DeepCode AI: Symbolic AI versus Machine Learning

Frank Fischer
DeepCodeAI
Published in
4 min readDec 4, 2019

Hey,

You might have noticed: We are proudly carrying the “AI powered” logo in our subtitle. In developer communities, this is a double edge sword these days. It feels a bit overhyped (blockchain anyone?). So let me explain what we mean and that it is actually different from pure machine learning here.

Picture Gerd Altmann / Freiburg / Germany / pixabay.com

Machine Learning vs Symbolic AI

I guess first we need to agree on what intelligence is. Let us stick to the definition of Intelligence of DeepMind cofounder Shane Legg and AI scientist Marcus Hutter: “Intelligence measures an agent’s ability to achieve goals in a wide range of environments.” Back in the days (and I mean 1950s onwards), the main idea for Artificial Intelligence was to build a knowledge base of facts of the world. Based on these facts and rules, a machine could do logical reasoning and discover more facts and gain knowledge.

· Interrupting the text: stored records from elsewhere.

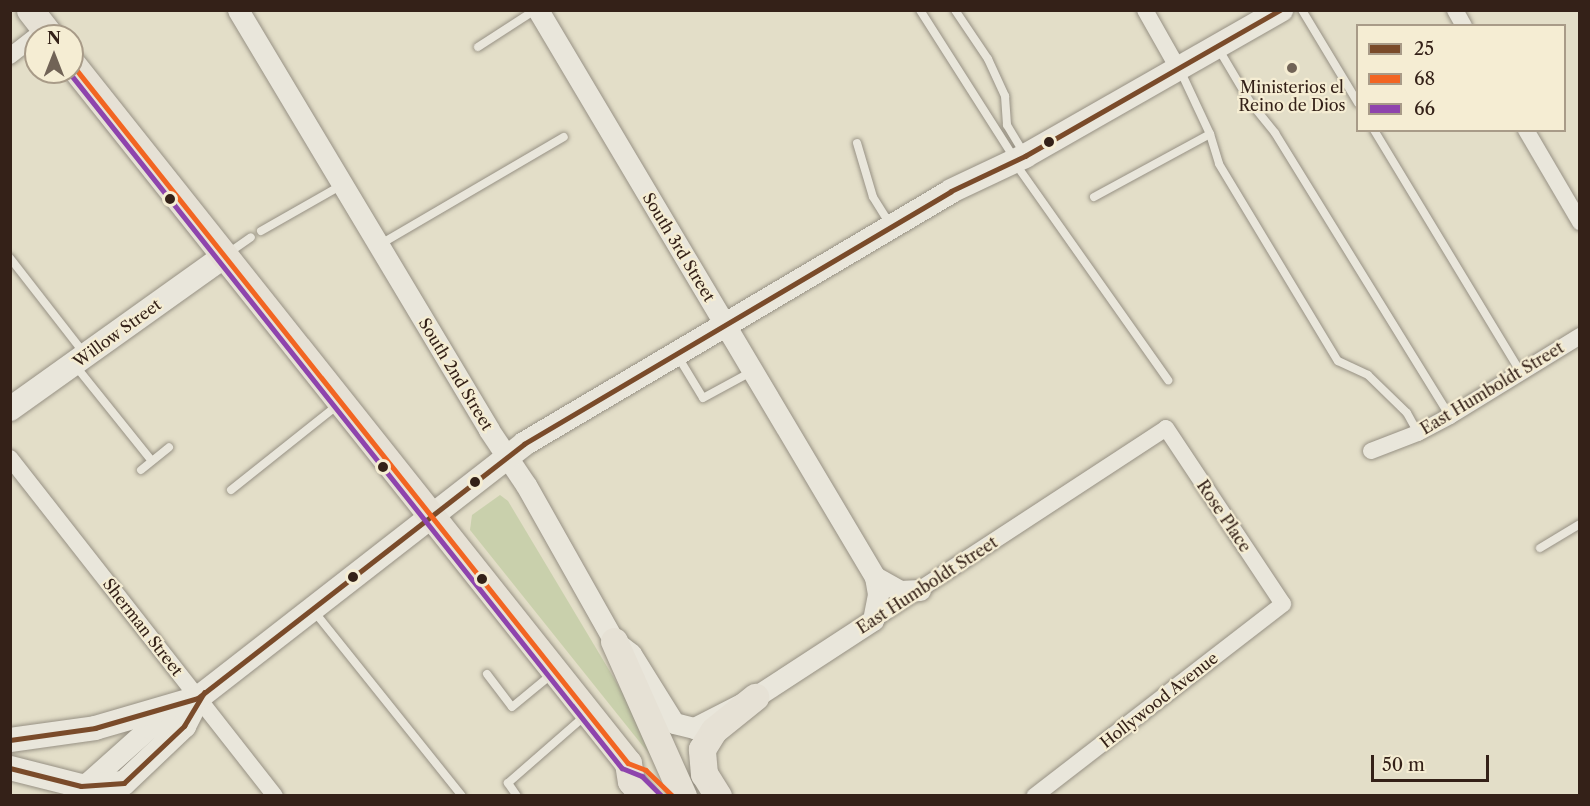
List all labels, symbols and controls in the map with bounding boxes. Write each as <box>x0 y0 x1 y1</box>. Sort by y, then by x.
north arrow <box>24 24 84 84</box>
legend <box>1356 24 1566 132</box>
text: N <box>47 28 61 48</box>
text: 25 <box>1414 38 1434 60</box>
marker: Ministerios el Reino de Dios <box>1285 61 1299 75</box>
text: 68 <box>1414 68 1435 90</box>
place label: Ministerios el Reino de Dios <box>1238 77 1346 115</box>
text: 66 <box>1414 98 1435 120</box>
unlabelled marker <box>1043 136 1055 148</box>
street label: South 3rd Street <box>639 189 719 305</box>
unlabelled marker <box>164 193 176 205</box>
street label: Willow Street <box>69 295 165 371</box>
street label: South 2nd Street <box>415 314 497 434</box>
street label: East Humboldt Street <box>1417 338 1567 438</box>
unlabelled marker <box>377 461 389 473</box>
unlabelled marker <box>469 476 481 488</box>
street label: Rose Place <box>1193 476 1255 556</box>
street label: East Humboldt Street <box>853 532 1001 638</box>
unlabelled marker <box>347 571 359 583</box>
unlabelled marker <box>476 573 488 585</box>
street label: Sherman Street <box>99 574 187 680</box>
street label: Hollywood Avenue <box>1096 648 1222 752</box>
scale bar <box>1374 743 1492 781</box>
text: 50 m <box>1382 754 1425 776</box>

This is called symbolic AI. We model the world using symbols and rules. We all see where the limits and problems are: How much facts is enough facts? Where do all these facts come from? The rules? The world is — say — mostly logical at best. How can we cope with illogical things? Etc etc…

Fast forward to today. When we speak about AI, we often get the latest advances in machine learning in the form of convolutional neural network (CNN) presented. The machines learn from massive amounts of data to find patterns and react to those. And these patterns can be on a higher abstraction layer but it is missing the underlying semantic, the meaning of things. So, while we can find cars in videos, how these cars interact with the each other, is of no interest to CNN. Here comes Symbolic AI.

Symbolic AI sees a renaissance recently. Google is using the Knowledge Graph to answer roughly 1/3 of all searches with it (see https://developers.google.com/knowledge-graph). According to Google, they harvested 70+ billion facts from sources like the CIA World Fact Book. When a search query comes in, Google traverses the graph to find facts and relationships, and displays those in a box.

DeepCode’s AI

DeepCode is using a symbolic AI mechanism fed with facts obtained via machine learning. We have a knowledge base of programming facts and rules that we match on the analyzed source code. The rules are generated by observing the differences in versions of open source repositories. So, whenever an open source project that we observe does a code change, our system tries to understand what happened and why and maybe we come up with a new rule. This rule is then applied to all projects we observe to see if it can be generalized and added to our knowledge base.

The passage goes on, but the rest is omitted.